Three simple ways to incorporate critical reflection into your practice.
When designing professional development projects, we’re constantly examining how our promising practices can be solidified as we support educators. Through this examination, we’ve come to identify five principles of practice: Communities of practice, Contextualized practice, Critical reflection, Cultivating strengths, and Cycles of inquiry. As part of our series investigating each of these principles, let’s dig deeper into critical reflection. (You can see previous entries in this series here.)

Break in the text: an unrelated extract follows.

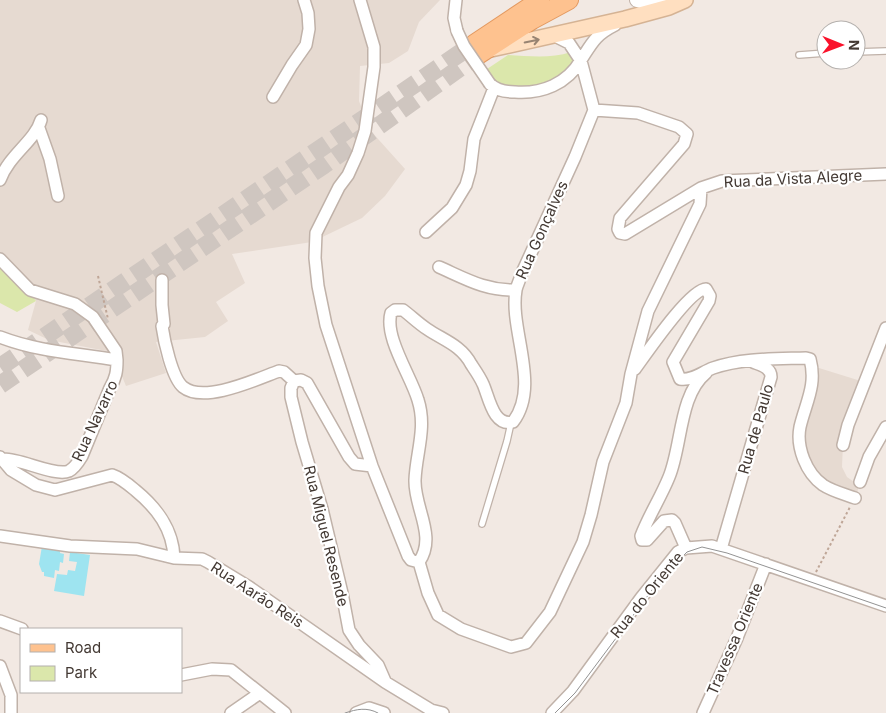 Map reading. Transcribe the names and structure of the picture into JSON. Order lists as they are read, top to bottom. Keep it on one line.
{"streets":{"street":["Rua da Vista Alegre","Rua Gonçalves","Rua Navarro","Rua de Paulo","Rua Miguel Resende","Rua Aarão Reis","Rua do Oriente","Travessa Oriente"]},"crossings":[["Rua da Vista Alegre","Rua Gonçalves"],["Rua de Paulo","Rua do Oriente"],["Rua Miguel Resende","Rua Aarão Reis"],["Rua do Oriente","Travessa Oriente"]],"legend":["Road","Park"],"north":"right"} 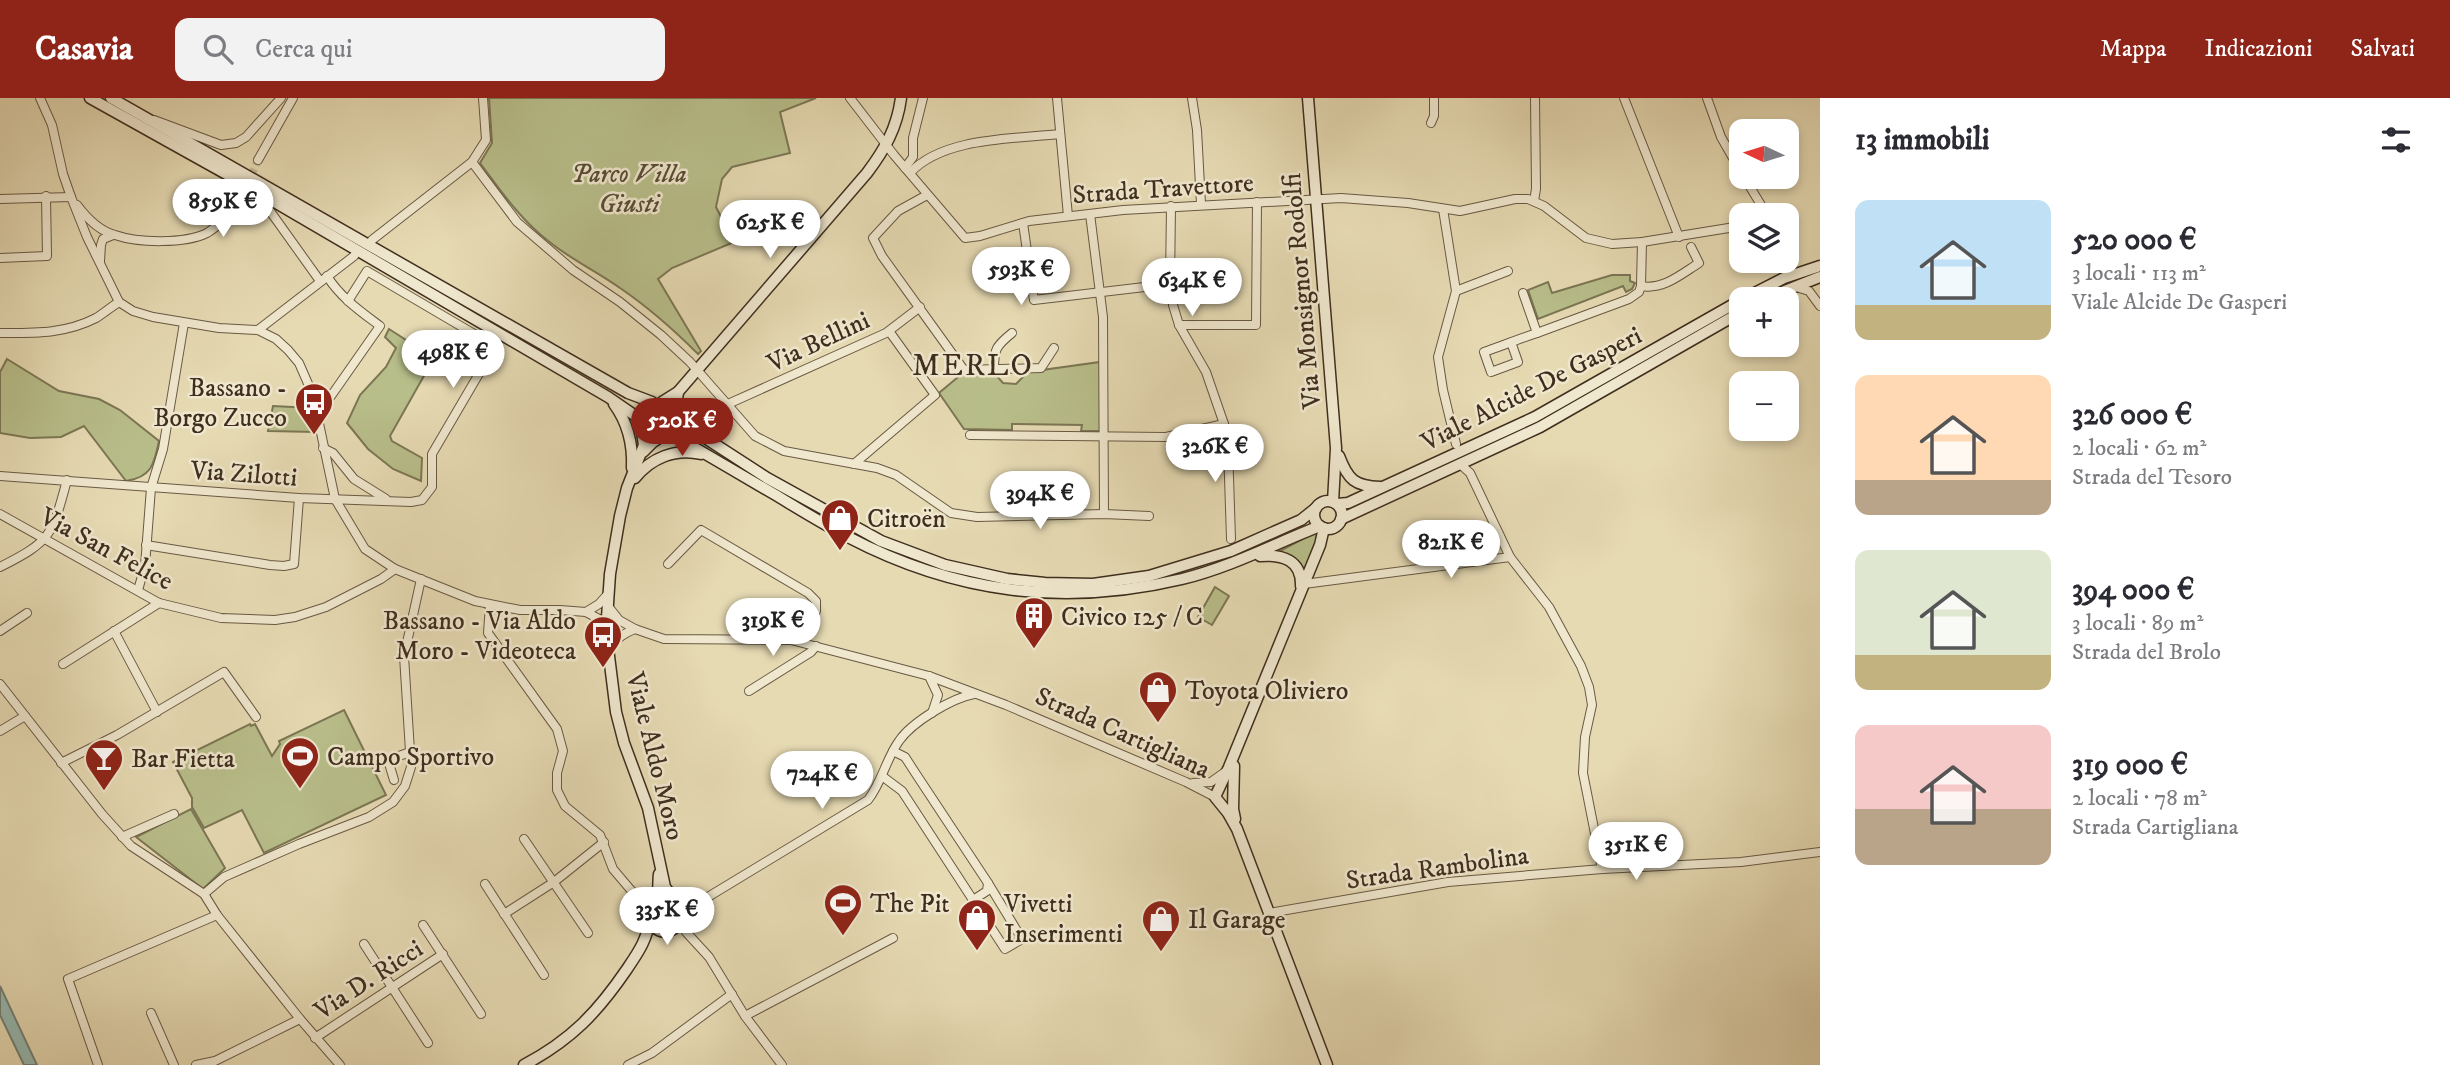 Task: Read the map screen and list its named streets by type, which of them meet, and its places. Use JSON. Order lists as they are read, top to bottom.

Critical reflection includes meta-cognition, self-awareness, and considering multiple viewpoints — features which result in reflective action. Individuals who are able to reflect critically on their experiences are better positioned to learn from their successes and missteps so that they can be constantly improving their practice. The basic principles of critical reflection are all the more relevant today as we live in this fast-paced world, and we include opportunities for personal, professional, and peer-to-peer reflection in all of our workshop experiences.
What can reflection look like?
A cornerstone of CPET conferences and institutes, critical reflection helps us begin each Chancellor’s Day with time, space, and guidance that positions teachers as experts who can articulate the needs and desired outcomes for their learning.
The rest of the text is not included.